━━ RAW DATA ━━

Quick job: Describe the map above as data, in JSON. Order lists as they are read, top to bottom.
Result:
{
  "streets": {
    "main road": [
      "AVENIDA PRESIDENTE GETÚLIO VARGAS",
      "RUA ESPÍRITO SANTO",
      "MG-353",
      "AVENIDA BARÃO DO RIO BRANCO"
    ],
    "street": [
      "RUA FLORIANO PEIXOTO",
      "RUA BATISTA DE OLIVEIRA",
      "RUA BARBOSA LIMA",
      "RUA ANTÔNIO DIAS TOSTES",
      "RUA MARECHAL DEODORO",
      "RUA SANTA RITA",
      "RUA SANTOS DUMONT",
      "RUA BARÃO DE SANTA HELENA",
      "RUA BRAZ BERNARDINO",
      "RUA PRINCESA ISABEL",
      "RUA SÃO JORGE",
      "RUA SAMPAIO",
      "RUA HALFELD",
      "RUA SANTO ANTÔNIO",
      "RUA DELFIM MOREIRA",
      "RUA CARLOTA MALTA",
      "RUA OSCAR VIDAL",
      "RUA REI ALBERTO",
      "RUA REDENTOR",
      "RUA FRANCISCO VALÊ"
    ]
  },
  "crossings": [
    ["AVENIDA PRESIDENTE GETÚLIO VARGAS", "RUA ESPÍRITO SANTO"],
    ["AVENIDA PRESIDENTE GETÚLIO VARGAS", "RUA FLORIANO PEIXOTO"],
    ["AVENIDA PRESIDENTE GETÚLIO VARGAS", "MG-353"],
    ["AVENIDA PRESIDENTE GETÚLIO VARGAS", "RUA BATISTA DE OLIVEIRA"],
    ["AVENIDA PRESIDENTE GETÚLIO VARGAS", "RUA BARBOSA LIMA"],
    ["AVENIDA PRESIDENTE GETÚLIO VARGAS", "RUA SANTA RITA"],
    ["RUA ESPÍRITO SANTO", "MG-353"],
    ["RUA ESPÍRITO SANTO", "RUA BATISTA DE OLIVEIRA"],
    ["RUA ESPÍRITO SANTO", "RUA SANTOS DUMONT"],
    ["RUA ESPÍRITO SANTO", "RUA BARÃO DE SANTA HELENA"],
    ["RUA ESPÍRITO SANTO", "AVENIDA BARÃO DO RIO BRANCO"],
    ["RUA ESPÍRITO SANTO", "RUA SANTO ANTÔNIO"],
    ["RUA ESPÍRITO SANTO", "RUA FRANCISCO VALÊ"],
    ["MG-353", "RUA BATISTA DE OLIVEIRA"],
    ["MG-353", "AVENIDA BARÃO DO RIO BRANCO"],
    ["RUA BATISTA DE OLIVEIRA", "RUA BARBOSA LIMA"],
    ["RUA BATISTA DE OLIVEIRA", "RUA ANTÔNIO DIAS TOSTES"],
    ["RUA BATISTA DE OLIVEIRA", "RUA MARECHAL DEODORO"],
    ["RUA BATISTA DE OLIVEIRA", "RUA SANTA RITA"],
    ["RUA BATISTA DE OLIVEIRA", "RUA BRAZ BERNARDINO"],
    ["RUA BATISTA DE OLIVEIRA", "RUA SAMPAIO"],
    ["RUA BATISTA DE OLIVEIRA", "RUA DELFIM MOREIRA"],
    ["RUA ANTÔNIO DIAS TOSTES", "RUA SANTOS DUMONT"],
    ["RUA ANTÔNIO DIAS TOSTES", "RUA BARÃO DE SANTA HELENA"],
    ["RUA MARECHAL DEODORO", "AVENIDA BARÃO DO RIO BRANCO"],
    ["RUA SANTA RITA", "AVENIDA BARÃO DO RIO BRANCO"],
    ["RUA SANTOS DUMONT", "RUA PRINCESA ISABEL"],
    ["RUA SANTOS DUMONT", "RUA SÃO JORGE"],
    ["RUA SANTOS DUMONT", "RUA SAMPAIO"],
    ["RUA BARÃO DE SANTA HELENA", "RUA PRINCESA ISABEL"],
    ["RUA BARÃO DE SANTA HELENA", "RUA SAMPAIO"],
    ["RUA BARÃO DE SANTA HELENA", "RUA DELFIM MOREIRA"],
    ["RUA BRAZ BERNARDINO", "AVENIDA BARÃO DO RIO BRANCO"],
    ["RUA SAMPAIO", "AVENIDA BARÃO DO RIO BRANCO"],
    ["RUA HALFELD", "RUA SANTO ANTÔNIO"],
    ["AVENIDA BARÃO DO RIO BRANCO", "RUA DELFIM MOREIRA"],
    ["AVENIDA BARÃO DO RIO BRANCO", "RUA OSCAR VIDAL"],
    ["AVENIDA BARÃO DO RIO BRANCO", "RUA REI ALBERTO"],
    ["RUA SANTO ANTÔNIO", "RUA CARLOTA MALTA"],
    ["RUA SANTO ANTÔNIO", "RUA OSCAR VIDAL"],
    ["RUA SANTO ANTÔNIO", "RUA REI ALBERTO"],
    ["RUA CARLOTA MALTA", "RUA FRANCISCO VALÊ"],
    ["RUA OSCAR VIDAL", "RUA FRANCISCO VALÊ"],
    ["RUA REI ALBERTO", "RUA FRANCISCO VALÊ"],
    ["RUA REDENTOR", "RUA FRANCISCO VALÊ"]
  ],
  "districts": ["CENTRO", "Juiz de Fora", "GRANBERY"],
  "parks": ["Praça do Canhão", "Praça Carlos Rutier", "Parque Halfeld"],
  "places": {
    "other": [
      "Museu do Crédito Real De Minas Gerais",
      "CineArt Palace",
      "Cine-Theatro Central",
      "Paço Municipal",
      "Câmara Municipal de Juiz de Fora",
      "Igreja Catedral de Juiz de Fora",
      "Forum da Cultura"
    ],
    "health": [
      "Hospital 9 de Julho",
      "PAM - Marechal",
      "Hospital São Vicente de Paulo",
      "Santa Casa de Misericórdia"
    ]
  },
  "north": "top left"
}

━━━

▸ **PROBLEM TO WORK ON**: In the material above, each line with the word "BARBOSA" should be copied.

▸ **WRITTEN ANSWER**:
      "RUA BARBOSA LIMA",
    ["AVENIDA PRESIDENTE GETÚLIO VARGAS", "RUA BARBOSA LIMA"],
    ["RUA BATISTA DE OLIVEIRA", "RUA BARBOSA LIMA"],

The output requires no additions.